*** Dataset extract ***

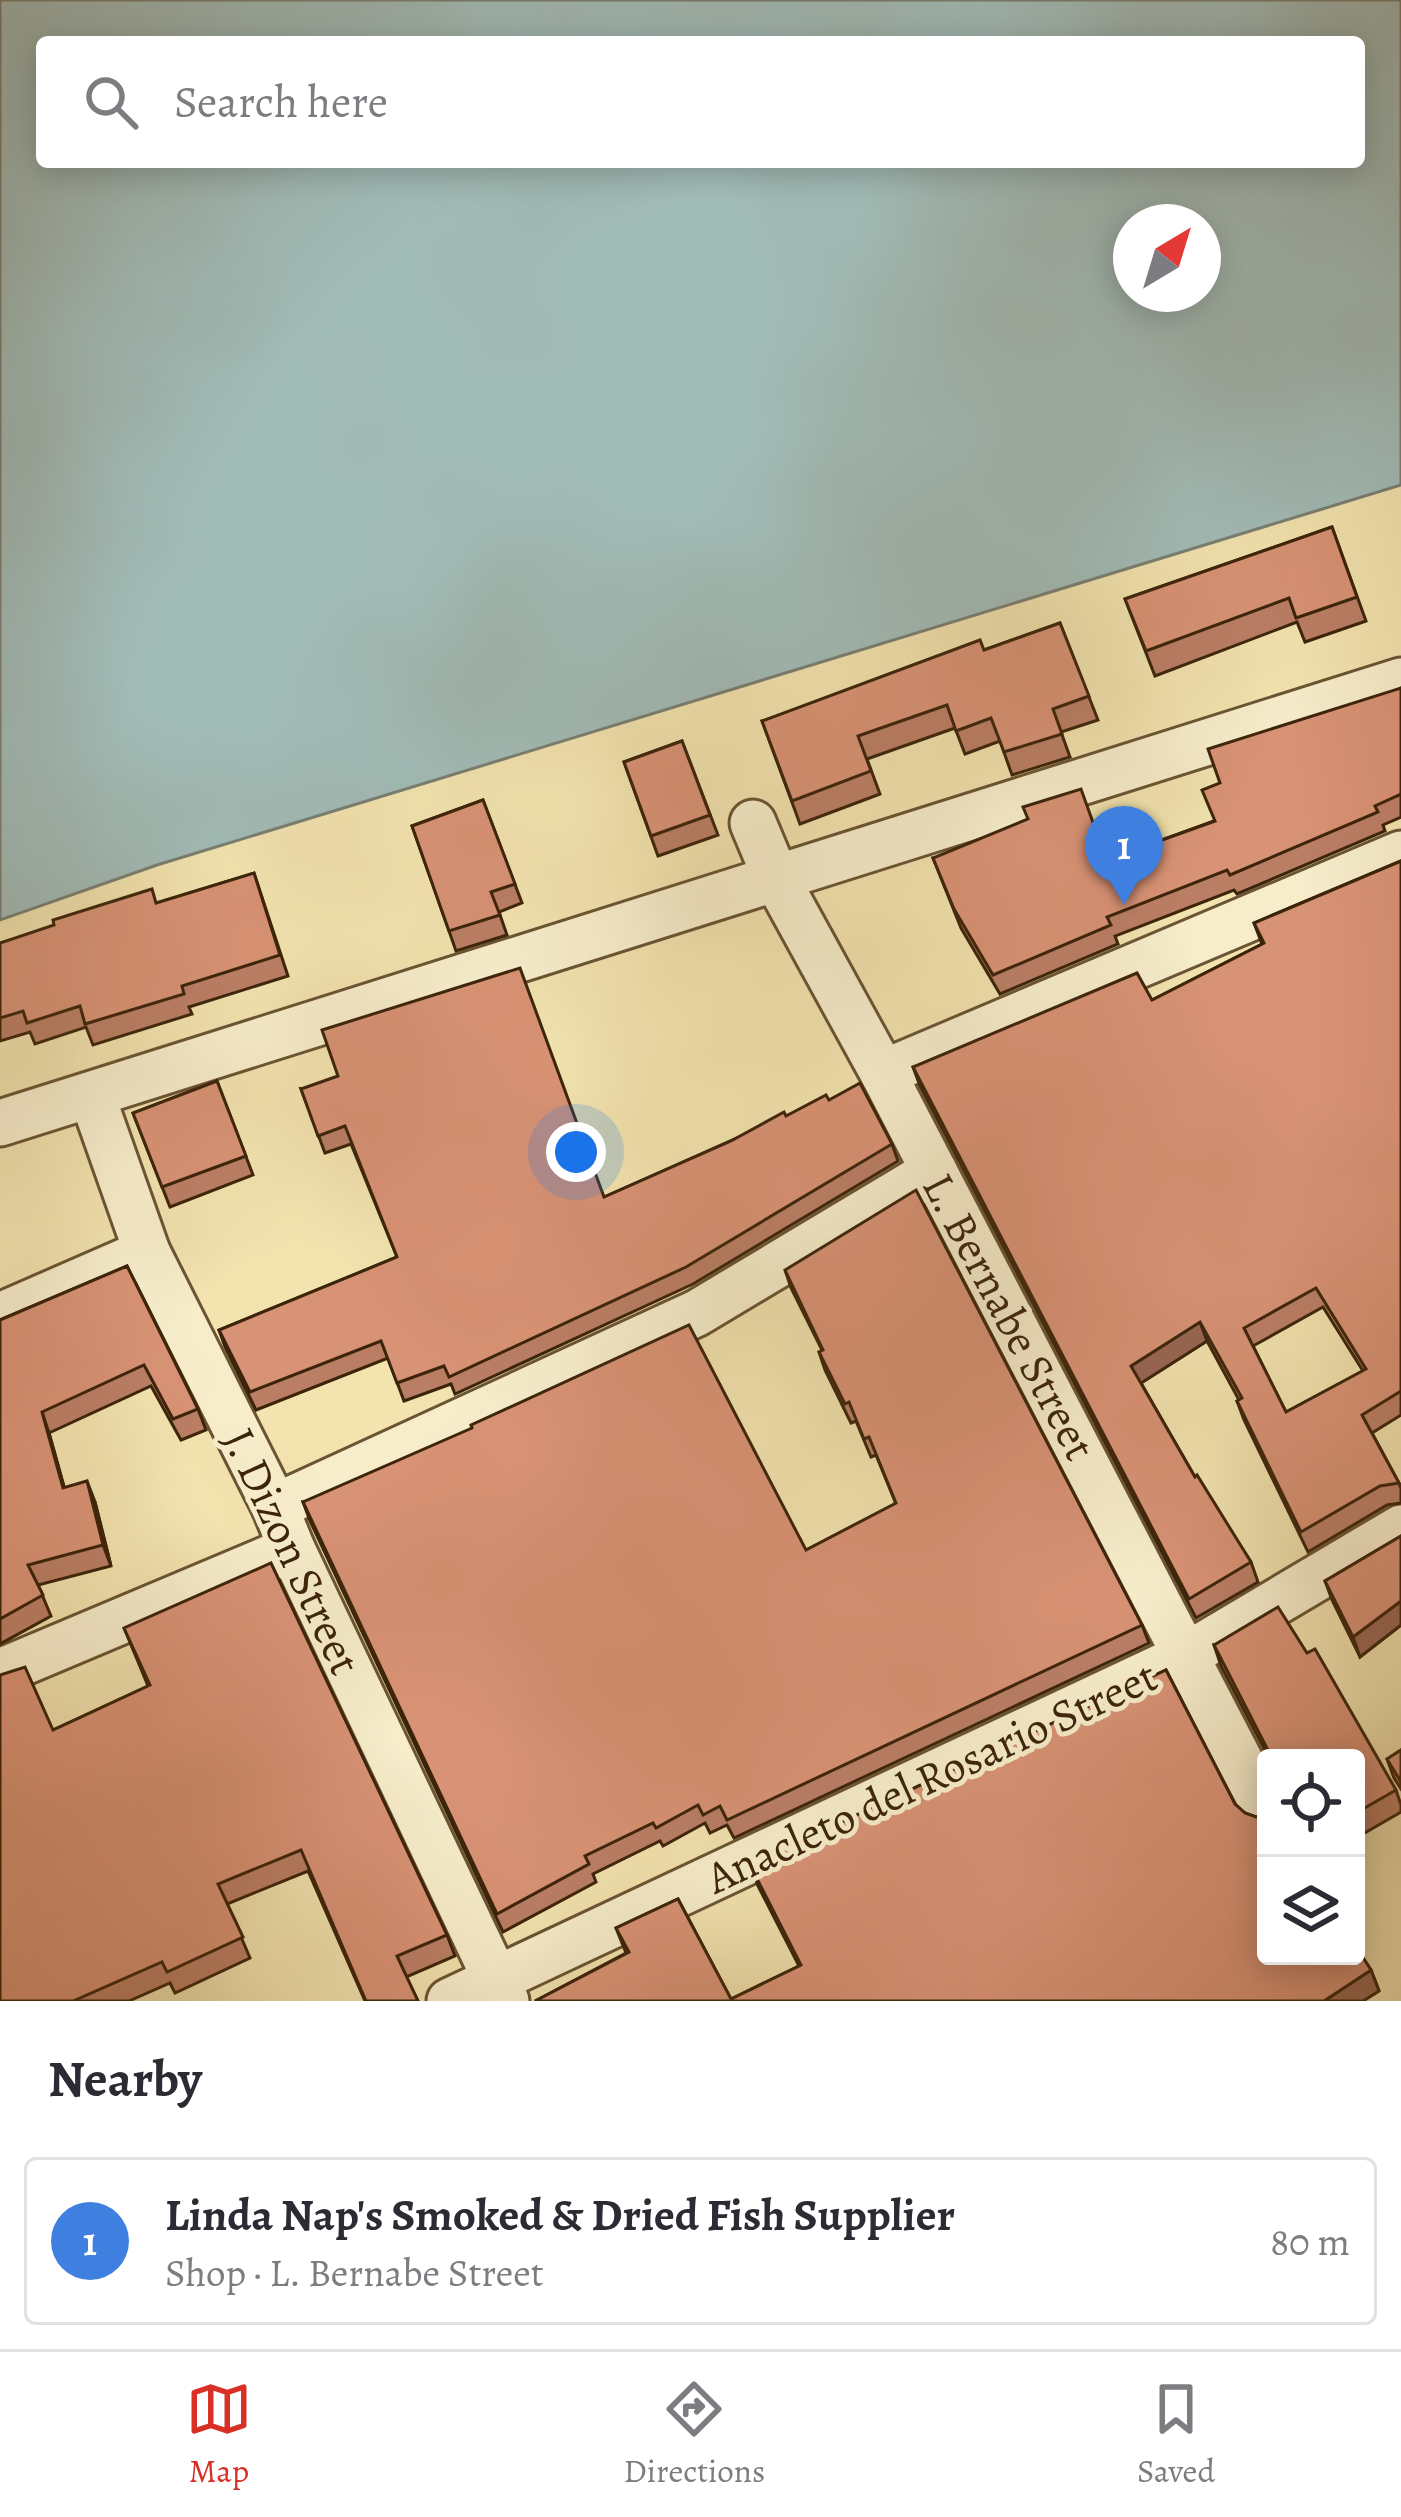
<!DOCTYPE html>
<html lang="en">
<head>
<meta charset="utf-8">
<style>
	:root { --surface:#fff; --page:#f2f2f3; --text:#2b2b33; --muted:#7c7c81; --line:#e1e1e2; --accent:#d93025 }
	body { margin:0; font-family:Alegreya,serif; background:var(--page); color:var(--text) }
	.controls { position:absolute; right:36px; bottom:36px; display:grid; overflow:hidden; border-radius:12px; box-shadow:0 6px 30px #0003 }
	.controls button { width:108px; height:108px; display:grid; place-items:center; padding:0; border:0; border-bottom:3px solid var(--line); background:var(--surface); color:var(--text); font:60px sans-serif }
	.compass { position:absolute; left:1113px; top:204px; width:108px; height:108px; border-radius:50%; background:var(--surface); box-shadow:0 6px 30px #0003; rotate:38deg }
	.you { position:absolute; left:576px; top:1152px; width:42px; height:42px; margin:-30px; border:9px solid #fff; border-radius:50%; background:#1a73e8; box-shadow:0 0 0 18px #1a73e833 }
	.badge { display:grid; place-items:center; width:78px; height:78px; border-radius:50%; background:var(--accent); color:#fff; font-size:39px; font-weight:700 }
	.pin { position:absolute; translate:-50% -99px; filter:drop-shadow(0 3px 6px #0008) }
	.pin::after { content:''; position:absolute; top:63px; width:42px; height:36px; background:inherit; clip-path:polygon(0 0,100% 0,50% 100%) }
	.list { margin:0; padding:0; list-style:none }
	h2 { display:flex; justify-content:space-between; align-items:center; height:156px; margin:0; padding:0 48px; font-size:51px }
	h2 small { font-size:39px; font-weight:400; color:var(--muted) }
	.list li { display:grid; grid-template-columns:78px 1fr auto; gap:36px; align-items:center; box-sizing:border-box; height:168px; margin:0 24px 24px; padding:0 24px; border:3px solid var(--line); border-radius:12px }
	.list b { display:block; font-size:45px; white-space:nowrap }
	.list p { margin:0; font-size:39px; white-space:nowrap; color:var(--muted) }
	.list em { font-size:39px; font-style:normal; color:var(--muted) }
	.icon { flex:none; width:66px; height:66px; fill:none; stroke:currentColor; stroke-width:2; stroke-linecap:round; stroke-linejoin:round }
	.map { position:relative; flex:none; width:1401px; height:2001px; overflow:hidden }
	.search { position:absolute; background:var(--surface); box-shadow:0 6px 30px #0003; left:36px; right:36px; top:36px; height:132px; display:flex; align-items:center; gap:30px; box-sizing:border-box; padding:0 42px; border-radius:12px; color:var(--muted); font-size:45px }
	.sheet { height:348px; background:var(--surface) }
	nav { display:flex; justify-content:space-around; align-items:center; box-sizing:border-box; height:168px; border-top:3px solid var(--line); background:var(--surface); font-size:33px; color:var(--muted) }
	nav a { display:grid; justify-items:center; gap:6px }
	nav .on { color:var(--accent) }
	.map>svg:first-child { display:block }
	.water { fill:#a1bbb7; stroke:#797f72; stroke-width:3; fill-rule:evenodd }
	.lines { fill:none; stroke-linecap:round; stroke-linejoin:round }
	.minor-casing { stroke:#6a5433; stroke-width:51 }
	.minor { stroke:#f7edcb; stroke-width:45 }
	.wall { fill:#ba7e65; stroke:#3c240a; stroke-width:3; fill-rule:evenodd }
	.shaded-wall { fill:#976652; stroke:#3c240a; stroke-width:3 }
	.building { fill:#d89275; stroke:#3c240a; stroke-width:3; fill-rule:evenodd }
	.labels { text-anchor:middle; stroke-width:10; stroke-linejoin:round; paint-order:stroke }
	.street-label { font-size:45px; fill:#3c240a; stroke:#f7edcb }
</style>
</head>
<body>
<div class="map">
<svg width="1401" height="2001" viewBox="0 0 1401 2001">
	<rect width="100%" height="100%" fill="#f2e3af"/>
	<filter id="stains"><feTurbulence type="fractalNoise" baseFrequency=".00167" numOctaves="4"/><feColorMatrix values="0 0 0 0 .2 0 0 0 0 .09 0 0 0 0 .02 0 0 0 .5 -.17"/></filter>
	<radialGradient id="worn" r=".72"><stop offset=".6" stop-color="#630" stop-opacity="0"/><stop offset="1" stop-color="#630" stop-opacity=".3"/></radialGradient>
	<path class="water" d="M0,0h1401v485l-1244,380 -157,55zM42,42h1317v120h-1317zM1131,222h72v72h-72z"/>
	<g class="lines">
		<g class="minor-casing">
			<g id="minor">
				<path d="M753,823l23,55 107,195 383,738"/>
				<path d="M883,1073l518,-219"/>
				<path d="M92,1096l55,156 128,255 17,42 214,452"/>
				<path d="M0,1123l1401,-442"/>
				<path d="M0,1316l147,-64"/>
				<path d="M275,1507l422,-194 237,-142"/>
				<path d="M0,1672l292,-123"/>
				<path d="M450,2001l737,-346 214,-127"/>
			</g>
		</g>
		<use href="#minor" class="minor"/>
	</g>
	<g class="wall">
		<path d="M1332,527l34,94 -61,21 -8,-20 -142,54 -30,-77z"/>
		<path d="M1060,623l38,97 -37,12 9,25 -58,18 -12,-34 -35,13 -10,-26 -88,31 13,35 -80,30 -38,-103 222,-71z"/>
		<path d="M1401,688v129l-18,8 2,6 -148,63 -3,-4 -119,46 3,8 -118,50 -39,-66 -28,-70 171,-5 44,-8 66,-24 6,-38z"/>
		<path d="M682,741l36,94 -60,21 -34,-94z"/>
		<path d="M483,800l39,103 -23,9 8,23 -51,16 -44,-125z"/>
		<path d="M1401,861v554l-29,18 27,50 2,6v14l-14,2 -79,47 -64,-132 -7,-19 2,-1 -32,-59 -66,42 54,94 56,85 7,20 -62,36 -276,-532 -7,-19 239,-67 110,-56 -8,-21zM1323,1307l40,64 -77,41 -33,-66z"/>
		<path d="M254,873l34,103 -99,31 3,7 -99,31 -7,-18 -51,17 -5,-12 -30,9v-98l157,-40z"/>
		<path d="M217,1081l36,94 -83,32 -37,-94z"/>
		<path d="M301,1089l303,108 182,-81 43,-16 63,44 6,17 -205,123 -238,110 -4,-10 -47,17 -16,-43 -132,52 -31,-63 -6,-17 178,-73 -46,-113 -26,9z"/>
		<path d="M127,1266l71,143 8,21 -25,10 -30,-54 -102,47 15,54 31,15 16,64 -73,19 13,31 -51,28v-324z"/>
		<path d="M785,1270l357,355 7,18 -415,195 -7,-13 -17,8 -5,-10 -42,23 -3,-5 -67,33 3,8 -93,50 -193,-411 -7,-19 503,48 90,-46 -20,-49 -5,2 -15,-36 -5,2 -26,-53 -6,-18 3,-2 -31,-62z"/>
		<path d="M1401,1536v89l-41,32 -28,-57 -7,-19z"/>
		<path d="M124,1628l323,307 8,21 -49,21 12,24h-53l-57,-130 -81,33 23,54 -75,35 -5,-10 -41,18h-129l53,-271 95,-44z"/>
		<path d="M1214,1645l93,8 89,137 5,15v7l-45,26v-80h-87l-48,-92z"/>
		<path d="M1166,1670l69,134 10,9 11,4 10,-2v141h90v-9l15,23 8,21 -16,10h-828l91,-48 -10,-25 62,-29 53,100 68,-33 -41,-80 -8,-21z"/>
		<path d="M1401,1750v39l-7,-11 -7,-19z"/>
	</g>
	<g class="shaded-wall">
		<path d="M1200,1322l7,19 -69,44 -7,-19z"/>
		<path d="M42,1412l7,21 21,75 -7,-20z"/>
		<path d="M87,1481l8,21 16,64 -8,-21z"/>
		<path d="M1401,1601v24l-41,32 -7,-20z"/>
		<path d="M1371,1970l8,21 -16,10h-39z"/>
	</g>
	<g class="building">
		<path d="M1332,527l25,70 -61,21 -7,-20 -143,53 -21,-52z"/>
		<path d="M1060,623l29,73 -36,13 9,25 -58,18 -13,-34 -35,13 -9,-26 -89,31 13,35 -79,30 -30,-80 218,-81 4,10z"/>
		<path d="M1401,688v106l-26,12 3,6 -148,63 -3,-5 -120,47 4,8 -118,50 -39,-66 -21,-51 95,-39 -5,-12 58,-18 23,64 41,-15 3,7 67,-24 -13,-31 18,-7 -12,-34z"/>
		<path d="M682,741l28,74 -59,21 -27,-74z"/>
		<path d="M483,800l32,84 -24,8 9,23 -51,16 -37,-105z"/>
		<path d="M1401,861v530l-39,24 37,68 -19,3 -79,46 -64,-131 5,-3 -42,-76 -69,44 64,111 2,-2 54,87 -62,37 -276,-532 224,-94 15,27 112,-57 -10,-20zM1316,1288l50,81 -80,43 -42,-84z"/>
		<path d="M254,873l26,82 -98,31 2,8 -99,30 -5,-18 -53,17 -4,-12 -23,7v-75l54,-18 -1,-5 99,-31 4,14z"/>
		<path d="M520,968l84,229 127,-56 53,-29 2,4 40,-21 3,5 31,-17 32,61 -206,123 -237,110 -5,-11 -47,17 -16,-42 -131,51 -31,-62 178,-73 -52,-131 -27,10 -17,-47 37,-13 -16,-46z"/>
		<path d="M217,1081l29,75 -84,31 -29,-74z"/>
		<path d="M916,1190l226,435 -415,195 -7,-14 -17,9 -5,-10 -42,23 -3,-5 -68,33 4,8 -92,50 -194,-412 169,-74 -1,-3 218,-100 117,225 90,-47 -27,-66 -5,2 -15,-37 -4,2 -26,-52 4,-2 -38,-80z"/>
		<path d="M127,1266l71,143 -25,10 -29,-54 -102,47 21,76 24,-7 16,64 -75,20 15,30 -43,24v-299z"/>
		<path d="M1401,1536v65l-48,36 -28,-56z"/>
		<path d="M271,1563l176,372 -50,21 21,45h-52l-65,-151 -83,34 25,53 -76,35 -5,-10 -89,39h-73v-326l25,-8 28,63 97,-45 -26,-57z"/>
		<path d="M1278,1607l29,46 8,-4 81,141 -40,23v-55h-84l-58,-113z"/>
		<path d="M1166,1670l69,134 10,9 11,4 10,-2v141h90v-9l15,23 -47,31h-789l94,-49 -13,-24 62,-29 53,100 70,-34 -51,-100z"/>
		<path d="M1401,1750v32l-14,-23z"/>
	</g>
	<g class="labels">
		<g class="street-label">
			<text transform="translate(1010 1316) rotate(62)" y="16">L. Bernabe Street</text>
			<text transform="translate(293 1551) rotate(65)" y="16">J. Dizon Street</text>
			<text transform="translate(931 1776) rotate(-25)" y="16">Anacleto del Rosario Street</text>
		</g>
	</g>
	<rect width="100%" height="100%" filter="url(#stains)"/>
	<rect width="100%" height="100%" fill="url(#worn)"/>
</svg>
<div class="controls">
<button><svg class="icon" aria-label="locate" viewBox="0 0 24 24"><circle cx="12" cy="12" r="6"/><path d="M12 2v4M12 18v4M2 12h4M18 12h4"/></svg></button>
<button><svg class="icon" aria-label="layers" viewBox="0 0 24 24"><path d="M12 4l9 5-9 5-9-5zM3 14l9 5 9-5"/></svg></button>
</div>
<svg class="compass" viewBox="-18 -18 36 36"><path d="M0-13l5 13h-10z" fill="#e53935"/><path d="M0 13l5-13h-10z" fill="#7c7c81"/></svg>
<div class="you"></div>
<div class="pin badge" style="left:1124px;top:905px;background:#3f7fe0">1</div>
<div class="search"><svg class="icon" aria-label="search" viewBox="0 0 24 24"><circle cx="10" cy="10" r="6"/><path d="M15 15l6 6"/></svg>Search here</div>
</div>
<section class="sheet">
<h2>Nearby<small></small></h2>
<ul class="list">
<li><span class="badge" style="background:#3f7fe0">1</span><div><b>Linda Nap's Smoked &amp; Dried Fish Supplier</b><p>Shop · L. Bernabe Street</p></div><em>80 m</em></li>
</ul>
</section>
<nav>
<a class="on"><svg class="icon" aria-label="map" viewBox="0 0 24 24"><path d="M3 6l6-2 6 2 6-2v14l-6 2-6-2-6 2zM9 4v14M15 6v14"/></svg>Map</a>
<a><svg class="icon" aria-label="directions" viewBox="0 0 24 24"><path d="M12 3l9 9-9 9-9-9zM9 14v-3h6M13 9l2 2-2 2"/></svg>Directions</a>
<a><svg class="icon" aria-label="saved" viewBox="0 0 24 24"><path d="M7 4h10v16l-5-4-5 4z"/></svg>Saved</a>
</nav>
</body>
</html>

***

Begin with the line above that has "display:flex; justify-content:space-between; align-items:center;" and continue through the line that has "flex:none; width:66px; height:66px;", setting each one down exactly. Stop there.

--- Solution for this task ---
	h2 { display:flex; justify-content:space-between; align-items:center; height:156px; margin:0; padding:0 48px; font-size:51px }
	h2 small { font-size:39px; font-weight:400; color:var(--muted) }
	.list li { display:grid; grid-template-columns:78px 1fr auto; gap:36px; align-items:center; box-sizing:border-box; height:168px; margin:0 24px 24px; padding:0 24px; border:3px solid var(--line); border-radius:12px }
	.list b { display:block; font-size:45px; white-space:nowrap }
	.list p { margin:0; font-size:39px; white-space:nowrap; color:var(--muted) }
	.list em { font-size:39px; font-style:normal; color:var(--muted) }
	.icon { flex:none; width:66px; height:66px; fill:none; stroke:currentColor; stroke-width:2; stroke-linecap:round; stroke-linejoin:round }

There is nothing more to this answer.